[PATCH] D18546: Prevent X86IselLowering from merging volatile loads

Wed Mar 30 08:42:34 PDT 2016

spatel added a subscriber: hfinkel.
spatel added a comment.

In http://reviews.llvm.org/D18546#386892, @jyknight wrote:

> With the new code, they do: all 4 loads can be determined to not alias, and thus they are all given the same incoming Chain (EntryToken). This is correct. Then, isConsecutiveLoad says yes.

In http://reviews.llvm.org/D18546#386817, @niravd wrote:

> This is currently not caught by the current tests, but if you apply http://reviews.llvm.org/D18062 and http://reviews.llvm.org/D14834 which clean up Merging of Consecutive Stores (and willl hopefully be commited soon). merge-consecutive-loads-128.ll will produce wrong code.
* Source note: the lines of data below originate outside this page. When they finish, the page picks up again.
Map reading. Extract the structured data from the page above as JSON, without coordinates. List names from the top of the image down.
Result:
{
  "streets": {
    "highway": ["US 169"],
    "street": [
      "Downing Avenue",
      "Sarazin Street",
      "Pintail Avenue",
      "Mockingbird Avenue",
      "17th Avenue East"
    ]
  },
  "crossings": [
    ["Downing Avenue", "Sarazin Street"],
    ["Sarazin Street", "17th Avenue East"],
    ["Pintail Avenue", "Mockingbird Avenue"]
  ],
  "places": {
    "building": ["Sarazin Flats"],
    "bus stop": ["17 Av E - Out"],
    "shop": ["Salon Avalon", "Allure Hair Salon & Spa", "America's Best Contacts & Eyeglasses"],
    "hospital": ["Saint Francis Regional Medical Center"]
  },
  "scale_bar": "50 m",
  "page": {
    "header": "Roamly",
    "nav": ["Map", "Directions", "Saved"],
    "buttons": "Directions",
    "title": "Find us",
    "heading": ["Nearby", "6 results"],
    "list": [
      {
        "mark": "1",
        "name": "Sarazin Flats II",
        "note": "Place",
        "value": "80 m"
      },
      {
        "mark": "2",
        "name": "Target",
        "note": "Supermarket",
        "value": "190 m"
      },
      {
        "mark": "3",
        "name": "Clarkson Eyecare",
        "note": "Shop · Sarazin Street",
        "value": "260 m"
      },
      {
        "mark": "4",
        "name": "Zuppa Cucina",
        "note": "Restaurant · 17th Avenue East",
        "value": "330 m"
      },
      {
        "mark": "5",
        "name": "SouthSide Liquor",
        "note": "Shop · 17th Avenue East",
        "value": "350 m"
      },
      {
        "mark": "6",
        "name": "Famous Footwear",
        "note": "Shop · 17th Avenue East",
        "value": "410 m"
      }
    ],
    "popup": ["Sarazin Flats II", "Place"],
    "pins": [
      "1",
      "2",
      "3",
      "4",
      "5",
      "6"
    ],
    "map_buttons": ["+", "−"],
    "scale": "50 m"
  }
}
Specifically in "merge_4f32_f32_2345_volatile", there are 4 consecutive loads with the first being volatile preventing merging them but are merged into a single volatile load (this happens in the legalize-types of SelectionDAGISel after dag-combine1).

First, thanks to Nirav and James for working on this.

When I looked at the behavior of volatiles in relation to load merging, it looked to me like a volatile access was always guaranteed to have a different chain than a non-volatile access. Therefore, because SelectionDAG::isConsecutiveLoad() bails out when the chains are not equal, I thought we were safe. James's comment clears up that misconception.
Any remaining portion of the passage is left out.